[Extracted records]
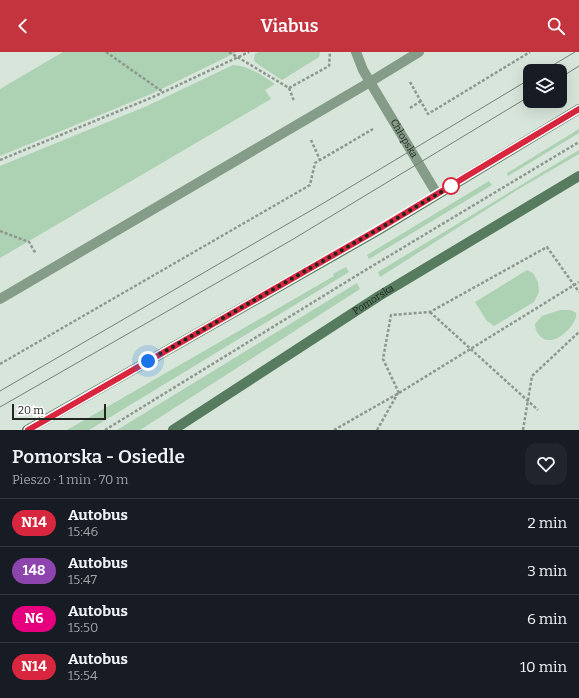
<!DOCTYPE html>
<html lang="pl">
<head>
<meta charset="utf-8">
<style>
	:root { --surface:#171b24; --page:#20242c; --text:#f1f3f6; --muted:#9ea1a6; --line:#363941; --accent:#c4343e }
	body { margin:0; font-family:Bitter,serif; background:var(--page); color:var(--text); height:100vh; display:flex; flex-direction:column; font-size:15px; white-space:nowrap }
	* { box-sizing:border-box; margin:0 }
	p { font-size:13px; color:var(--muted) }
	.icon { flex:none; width:22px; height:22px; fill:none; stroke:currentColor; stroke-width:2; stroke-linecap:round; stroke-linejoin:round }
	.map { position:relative; height:378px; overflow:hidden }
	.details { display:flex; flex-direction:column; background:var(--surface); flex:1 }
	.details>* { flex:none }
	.badge { padding:0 8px; border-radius:13px; font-size:14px; line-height:26px }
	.buttons { position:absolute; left:523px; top:12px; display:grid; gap:8px }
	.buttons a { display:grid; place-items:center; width:44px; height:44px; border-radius:8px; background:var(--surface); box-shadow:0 4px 16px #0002; font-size:20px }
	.scale { position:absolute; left:12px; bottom:10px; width:94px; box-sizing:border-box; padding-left:4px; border:2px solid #212621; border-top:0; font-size:11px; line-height:14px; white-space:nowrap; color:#212621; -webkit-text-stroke:3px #fff; paint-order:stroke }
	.you { position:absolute; width:20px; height:20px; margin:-10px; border:3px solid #fff; border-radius:50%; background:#1a73e8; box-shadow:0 0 0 6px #1a73e833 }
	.map>.badge { position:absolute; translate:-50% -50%; box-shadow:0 0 0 2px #fff }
	.round { display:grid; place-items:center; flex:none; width:42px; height:42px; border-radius:12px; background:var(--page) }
	.summary { display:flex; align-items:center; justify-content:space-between; height:68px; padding:0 12px }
	h1 { font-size:19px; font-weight:600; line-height:30px }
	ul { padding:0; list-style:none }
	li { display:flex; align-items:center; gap:12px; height:48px; padding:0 12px; border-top:1px solid var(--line) }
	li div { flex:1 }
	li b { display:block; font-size:15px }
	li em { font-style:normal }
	li .badge { min-width:44px; font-weight:700; text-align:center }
	header { display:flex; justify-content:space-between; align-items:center; height:52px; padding:0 12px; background:var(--accent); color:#fff; font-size:18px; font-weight:600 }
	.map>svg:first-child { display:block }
</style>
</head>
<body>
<header><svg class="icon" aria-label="back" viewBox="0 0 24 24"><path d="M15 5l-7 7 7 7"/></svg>Viabus<svg class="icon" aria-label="search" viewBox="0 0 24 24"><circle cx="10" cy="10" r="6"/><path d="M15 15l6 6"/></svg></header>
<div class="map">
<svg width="579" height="378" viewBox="0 0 579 378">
	<rect width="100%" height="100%" fill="#d8e5da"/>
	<!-- green -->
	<g fill="#add1b3">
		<polygon points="63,0 237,0 151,42 0,104 0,37"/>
		<polygon points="259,0 320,0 319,5 282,28 256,11 254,7 255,2"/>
		<path d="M233 13C249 14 261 23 275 32L265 38 271 47 0 206V114L147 54Z"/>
		<polygon points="579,77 579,81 508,124 507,121"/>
		<polygon points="579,98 579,102 517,138 380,225 378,220"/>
		<polygon points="489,129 492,133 369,207 367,203"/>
		<polygon points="346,215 349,220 89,378 67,378 334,224 333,222"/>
		<polygon points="527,218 533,221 538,230 539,240 534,250 494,274 487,269 475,250"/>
		<polygon points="357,231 360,237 140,378 117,378"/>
		<path d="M560 258C565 258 572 257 576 261 579 270 553 300 539 283 536 279 535 276 535 272L542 264Z"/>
	</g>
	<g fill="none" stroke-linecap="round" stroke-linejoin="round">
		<!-- path -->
		<g stroke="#8d978e" stroke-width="2.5" stroke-dasharray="3 2" stroke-linecap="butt">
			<polyline points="106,0 163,40"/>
			<polyline points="229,0 289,36 294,49"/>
			<polyline points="410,30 428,62 530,0"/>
			<polyline points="289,36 329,14 330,0"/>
			<polyline points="410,56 421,49"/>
			<polyline points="311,88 320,108"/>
			<polyline points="0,108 153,45 249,0"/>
			<polyline points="0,179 29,190 36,202"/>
			<polyline points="430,260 538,358"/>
			<polyline points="0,312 310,133 315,111 373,77"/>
			<polyline points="399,341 383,307 391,263 430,260 547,195 579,240"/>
			<polyline points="105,378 364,219 579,90"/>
			<polyline points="334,378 399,341 579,230"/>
			<polyline points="377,378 398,341"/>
			<polyline points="523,378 532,324 579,280"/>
		</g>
		<!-- minor -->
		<g stroke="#849c88" stroke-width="10">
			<path id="s1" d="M356 0 363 18 370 30 437 142"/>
			<polyline points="0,247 370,30 419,0"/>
		</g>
		<!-- secondary -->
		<g stroke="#567b5e" stroke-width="10">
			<polyline points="27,378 377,179 579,57"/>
			<path id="s2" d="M173 378 379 244 579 124"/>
		</g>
		<!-- tram -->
		<g stroke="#778078" stroke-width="1">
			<polyline points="543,19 575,0"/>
			<polyline points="560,26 579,14"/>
			<polyline points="0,339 322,152 530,27"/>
			<polyline points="0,355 290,189 530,44"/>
		</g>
	</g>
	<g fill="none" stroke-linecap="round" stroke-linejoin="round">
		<!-- line casing -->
		<g stroke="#fff" stroke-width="9">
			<polyline id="line" points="28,378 377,178 579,57"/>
		</g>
		<!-- line -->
		<use href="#line" stroke="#d7263d" stroke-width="6"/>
		<!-- walk -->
		<polyline stroke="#212621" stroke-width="4" stroke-dasharray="0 7.2" points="148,309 377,178 451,134"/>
	</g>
	<!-- markers -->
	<circle fill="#fff" stroke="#d7263d" stroke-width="2" cx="451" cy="134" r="8"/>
	<g text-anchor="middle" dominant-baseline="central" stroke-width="4" stroke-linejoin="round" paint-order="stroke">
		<!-- street labels -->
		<g font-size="10" fill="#212621" stroke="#fff">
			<text stroke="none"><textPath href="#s1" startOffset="99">Chłopska</textPath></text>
			<text stroke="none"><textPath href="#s2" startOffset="239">Pomorska</textPath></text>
		</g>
	</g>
</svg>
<div class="buttons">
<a><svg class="icon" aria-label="layers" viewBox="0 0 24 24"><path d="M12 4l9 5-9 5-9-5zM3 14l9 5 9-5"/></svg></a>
</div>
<div class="scale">20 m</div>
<div class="you" style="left:148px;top:309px"></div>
</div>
<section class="details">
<div class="summary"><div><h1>Pomorska - Osiedle</h1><p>Pieszo · 1 min · 70 m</p></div><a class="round"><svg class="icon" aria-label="heart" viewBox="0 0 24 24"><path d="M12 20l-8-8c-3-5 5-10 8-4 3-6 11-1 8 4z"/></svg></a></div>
<ul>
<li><span class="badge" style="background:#d7263d;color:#fff">N14</span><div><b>Autobus</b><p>15:46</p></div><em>2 min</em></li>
<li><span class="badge" style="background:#8e44ad;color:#fff">148</span><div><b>Autobus</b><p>15:47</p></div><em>3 min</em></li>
<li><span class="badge" style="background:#e6007e;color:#fff">N6</span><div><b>Autobus</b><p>15:50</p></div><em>6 min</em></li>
<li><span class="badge" style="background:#d7263d;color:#fff">N14</span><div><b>Autobus</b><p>15:54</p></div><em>10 min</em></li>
</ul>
</section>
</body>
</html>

### [What needs to be done]
Skip the pictures and quote each line of the entries above, from the first through the line with "font-size:19px; font-weight:600; line-height:30px", exactly as it appears.

### [Response to the exercise]
<!DOCTYPE html>
<html lang="pl">
<head>
<meta charset="utf-8">
<style>
	:root { --surface:#171b24; --page:#20242c; --text:#f1f3f6; --muted:#9ea1a6; --line:#363941; --accent:#c4343e }
	body { margin:0; font-family:Bitter,serif; background:var(--page); color:var(--text); height:100vh; display:flex; flex-direction:column; font-size:15px; white-space:nowrap }
	* { box-sizing:border-box; margin:0 }
	p { font-size:13px; color:var(--muted) }
	.icon { flex:none; width:22px; height:22px; fill:none; stroke:currentColor; stroke-width:2; stroke-linecap:round; stroke-linejoin:round }
	.map { position:relative; height:378px; overflow:hidden }
	.details { display:flex; flex-direction:column; background:var(--surface); flex:1 }
	.details>* { flex:none }
	.badge { padding:0 8px; border-radius:13px; font-size:14px; line-height:26px }
	.buttons { position:absolute; left:523px; top:12px; display:grid; gap:8px }
	.buttons a { display:grid; place-items:center; width:44px; height:44px; border-radius:8px; background:var(--surface); box-shadow:0 4px 16px #0002; font-size:20px }
	.scale { position:absolute; left:12px; bottom:10px; width:94px; box-sizing:border-box; padding-left:4px; border:2px solid #212621; border-top:0; font-size:11px; line-height:14px; white-space:nowrap; color:#212621; -webkit-text-stroke:3px #fff; paint-order:stroke }
	.you { position:absolute; width:20px; height:20px; margin:-10px; border:3px solid #fff; border-radius:50%; background:#1a73e8; box-shadow:0 0 0 6px #1a73e833 }
	.map>.badge { position:absolute; translate:-50% -50%; box-shadow:0 0 0 2px #fff }
	.round { display:grid; place-items:center; flex:none; width:42px; height:42px; border-radius:12px; background:var(--page) }
	.summary { display:flex; align-items:center; justify-content:space-between; height:68px; padding:0 12px }
	h1 { font-size:19px; font-weight:600; line-height:30px }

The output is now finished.